- TASK TO CARRY OUT -
From the material below, copy each line that holds the word "controls".

- PROVIDED RECORDS -
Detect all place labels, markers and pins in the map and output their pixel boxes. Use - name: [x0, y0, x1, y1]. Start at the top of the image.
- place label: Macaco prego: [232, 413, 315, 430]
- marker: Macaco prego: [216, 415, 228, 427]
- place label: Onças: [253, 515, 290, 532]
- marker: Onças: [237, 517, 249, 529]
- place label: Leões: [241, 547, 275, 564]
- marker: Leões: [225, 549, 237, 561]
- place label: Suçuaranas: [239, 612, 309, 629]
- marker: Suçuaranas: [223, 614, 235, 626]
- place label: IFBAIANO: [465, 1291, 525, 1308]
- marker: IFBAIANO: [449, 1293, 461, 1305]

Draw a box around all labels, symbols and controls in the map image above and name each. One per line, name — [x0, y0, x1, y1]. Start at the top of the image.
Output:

* * *

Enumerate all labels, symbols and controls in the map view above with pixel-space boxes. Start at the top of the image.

==

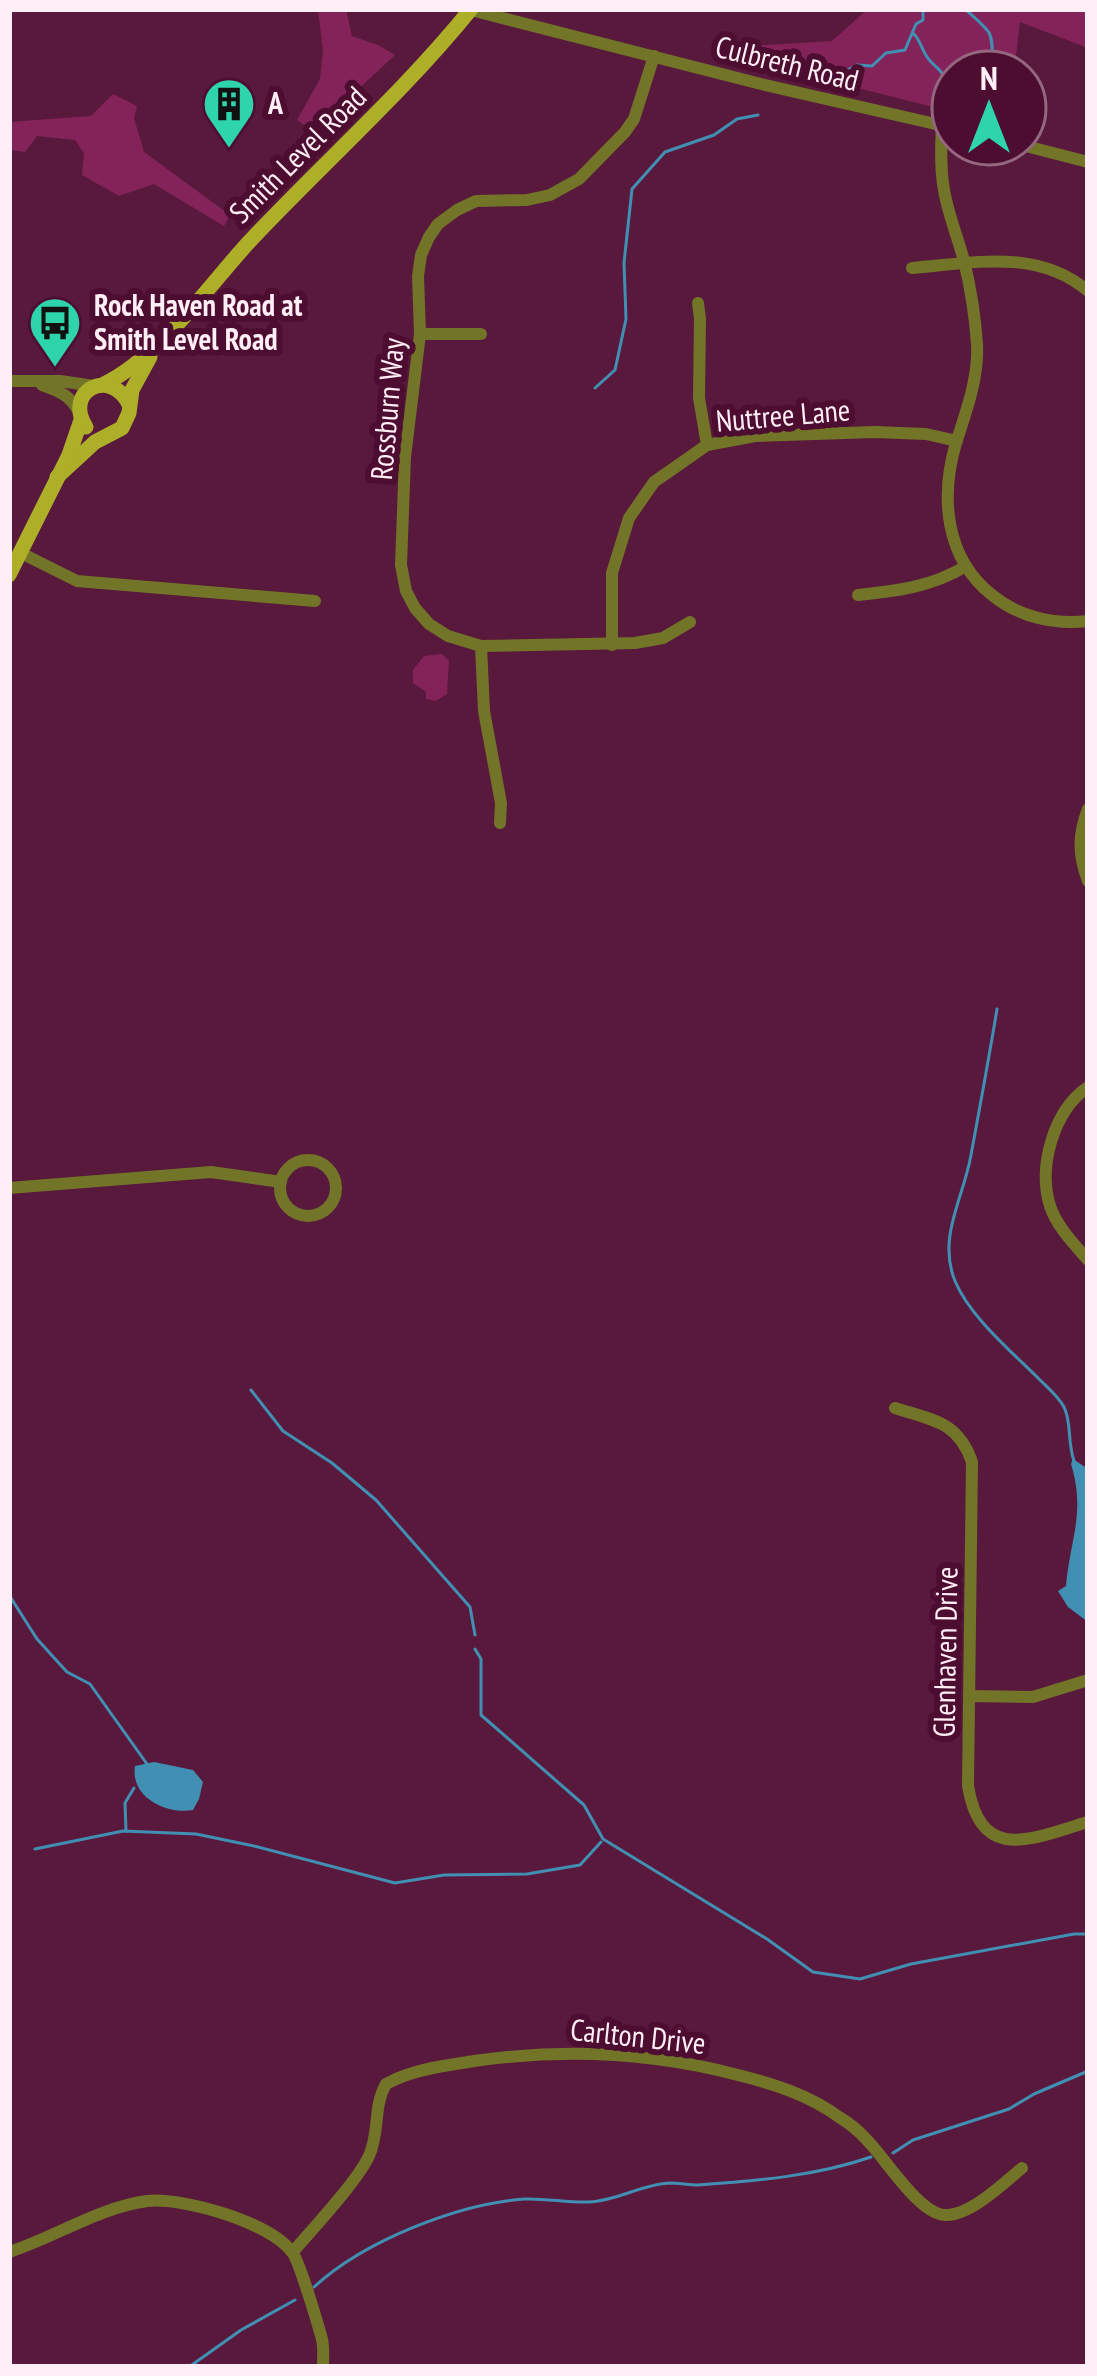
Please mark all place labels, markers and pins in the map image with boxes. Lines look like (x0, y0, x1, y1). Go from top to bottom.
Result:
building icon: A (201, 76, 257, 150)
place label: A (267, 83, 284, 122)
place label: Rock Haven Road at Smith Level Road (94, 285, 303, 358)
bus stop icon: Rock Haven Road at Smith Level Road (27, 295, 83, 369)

- ANSWER FOR THE TASK -
Draw a box around all labels, symbols and controls in the map image above and name each. One per line, name — [x0, y0, x1, y1]. Start at the top of the image.
Enumerate all labels, symbols and controls in the map view above with pixel-space boxes. Start at the top of the image.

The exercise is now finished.